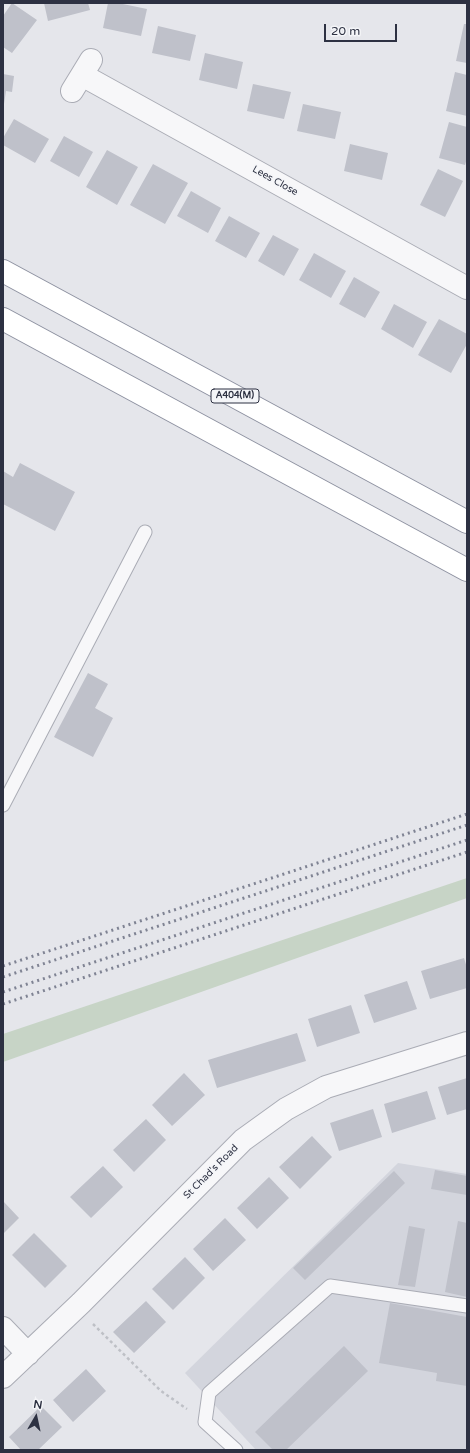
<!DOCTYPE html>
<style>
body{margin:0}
#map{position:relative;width:470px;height:1453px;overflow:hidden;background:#e5e6eb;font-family:"Varela Round",sans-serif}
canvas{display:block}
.frame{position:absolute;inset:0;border:4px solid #2d3142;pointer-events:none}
.north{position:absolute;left:16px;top:1397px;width:40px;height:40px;-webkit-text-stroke:3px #f4f5f8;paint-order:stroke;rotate:9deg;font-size:11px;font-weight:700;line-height:16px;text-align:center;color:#2d3142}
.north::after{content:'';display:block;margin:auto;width:14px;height:18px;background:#2d3142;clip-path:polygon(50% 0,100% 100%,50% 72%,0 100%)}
.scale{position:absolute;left:324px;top:24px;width:73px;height:18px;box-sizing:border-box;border:2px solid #2d3142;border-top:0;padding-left:5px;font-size:12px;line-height:14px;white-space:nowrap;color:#2d3142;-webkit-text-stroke:3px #f4f5f8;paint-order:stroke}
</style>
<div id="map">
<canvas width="470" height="1453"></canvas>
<div class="frame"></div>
<div class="north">N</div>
<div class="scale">20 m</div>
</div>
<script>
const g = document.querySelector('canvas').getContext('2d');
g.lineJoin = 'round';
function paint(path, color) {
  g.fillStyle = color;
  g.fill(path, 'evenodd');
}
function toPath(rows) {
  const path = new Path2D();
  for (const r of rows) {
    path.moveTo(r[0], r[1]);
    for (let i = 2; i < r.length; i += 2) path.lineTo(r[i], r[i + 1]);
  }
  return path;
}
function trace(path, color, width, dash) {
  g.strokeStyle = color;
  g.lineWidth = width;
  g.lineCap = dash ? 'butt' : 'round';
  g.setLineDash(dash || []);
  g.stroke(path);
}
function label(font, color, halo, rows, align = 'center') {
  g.font = font + ' "Varela Round",sans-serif';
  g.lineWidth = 3;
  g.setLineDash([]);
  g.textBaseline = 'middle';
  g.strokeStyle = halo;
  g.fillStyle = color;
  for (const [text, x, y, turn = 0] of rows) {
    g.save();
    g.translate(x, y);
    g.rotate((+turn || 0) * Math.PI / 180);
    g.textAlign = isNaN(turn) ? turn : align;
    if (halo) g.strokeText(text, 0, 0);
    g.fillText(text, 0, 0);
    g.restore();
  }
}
paint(toPath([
 [398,1163,467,1174,467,1450,256,1450,185,1373]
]), '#d3d5dd');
paint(toPath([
 [467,878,467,898,3,1062,3,1034]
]), '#c7d4c6');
paint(toPath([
 [12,3,37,20,12,53,3,47,3,16],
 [44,3,88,3,90,10,48,21],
 [108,3,118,3,147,9,141,36,103,28],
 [464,24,467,24,467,63,456,61],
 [158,26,196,35,190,61,152,53],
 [205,53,243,62,237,89,199,80],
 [455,72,467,75,467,116,446,111],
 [3,74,14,76,12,92,6,91,4,104],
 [253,84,291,92,284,119,247,111],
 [303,104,341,112,335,139,297,131],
 [14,119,49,139,35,163,3,145,3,138],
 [449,122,467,127,467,158,465,165,439,158],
 [64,136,93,152,79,177,50,161],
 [350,144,388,153,382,180,344,171],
 [107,150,138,167,117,205,86,187],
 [153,164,188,183,165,224,130,205],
 [438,169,463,181,445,217,420,205],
 [191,191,221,208,208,233,177,216],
 [229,216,260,233,246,258,215,241],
 [273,235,299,249,284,276,258,261],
 [314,253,346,271,331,298,299,280],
 [354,277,380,292,365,318,339,304],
 [394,304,427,322,413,348,381,329],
 [439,319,467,334,467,344,451,373,418,355],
 [20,463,75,492,55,531,3,504,3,471,13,477],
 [88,673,108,684,95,708,113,718,93,757,54,737],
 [464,958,467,968,467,988,430,999,421,971],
 [407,981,417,1009,374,1023,364,995],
 [351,1005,360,1033,317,1047,308,1019],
 [297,1033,306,1061,217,1088,208,1060],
 [184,1073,205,1095,172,1126,152,1105],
 [467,1078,467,1109,447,1115,438,1087],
 [427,1091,436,1119,392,1133,384,1104],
 [373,1109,382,1137,339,1151,330,1123],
 [146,1119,166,1140,134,1172,113,1150],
 [312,1136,332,1157,300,1189,279,1167],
 [103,1166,123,1187,91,1218,70,1197],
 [435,1170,467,1176,467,1195,431,1189],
 [394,1171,405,1183,305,1280,293,1268],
 [269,1177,289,1198,257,1229,237,1208],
 [3,1201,19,1218,3,1234],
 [225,1218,246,1240,213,1271,193,1249],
 [458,1221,467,1223,467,1297,445,1292],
 [409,1226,425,1229,415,1287,398,1285],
 [34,1233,67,1266,45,1288,12,1255],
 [185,1257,205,1278,173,1310,152,1289],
 [146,1301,166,1322,134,1353,113,1332],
 [390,1303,467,1317,467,1386,436,1381,437,1373,379,1363],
 [344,1346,368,1371,286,1450,273,1450,255,1432],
 [86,1369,106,1391,73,1422,53,1400],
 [41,1406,62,1427,38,1450,21,1450,9,1437]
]), '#bfc1ca');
const lane = toPath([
 [3,805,145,532],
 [236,1450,205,1422,209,1393,330,1286,467,1306]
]);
const street = toPath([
 [82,75,467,288],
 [72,91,91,60],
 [3,1328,28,1354],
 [3,1377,81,1303,243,1140,286,1109,326,1087,467,1043]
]);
const highway = toPath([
 [3,271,467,522],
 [3,319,467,570]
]);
trace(lane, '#aaacb5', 15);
trace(street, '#aaacb5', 24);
trace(highway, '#8d91a0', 24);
trace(toPath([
 [93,1324,161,1391,187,1409]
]), '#bec0c6', 2.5, [3, 3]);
trace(lane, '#f7f7f9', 13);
trace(street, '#f7f7f9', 22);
trace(highway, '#fff', 22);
trace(toPath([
 [3,966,467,814],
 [3,977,467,825],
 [3,992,467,840],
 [3,1004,467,852]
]), '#7f8393', 3, [2, 4]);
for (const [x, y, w] of [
 [235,396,48]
]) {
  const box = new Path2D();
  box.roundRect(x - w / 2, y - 7, w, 14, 3);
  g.fillStyle = '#f4f5f8';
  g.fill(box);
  trace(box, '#2d3142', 1);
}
label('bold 9px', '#2d3142', null, [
 ["A404(M)",235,396]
]);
label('10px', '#2d3142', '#f4f5f8', [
 ["Lees Close",275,181,29],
 ["St Chad's Road",211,1172,-45]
]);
</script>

• PROBLEM DETAILS: Check each line of the material for "strokeStyle". Copy the ones that have it.

• SOLVED PROBLEM:
  g.strokeStyle = color;
  g.strokeStyle = halo;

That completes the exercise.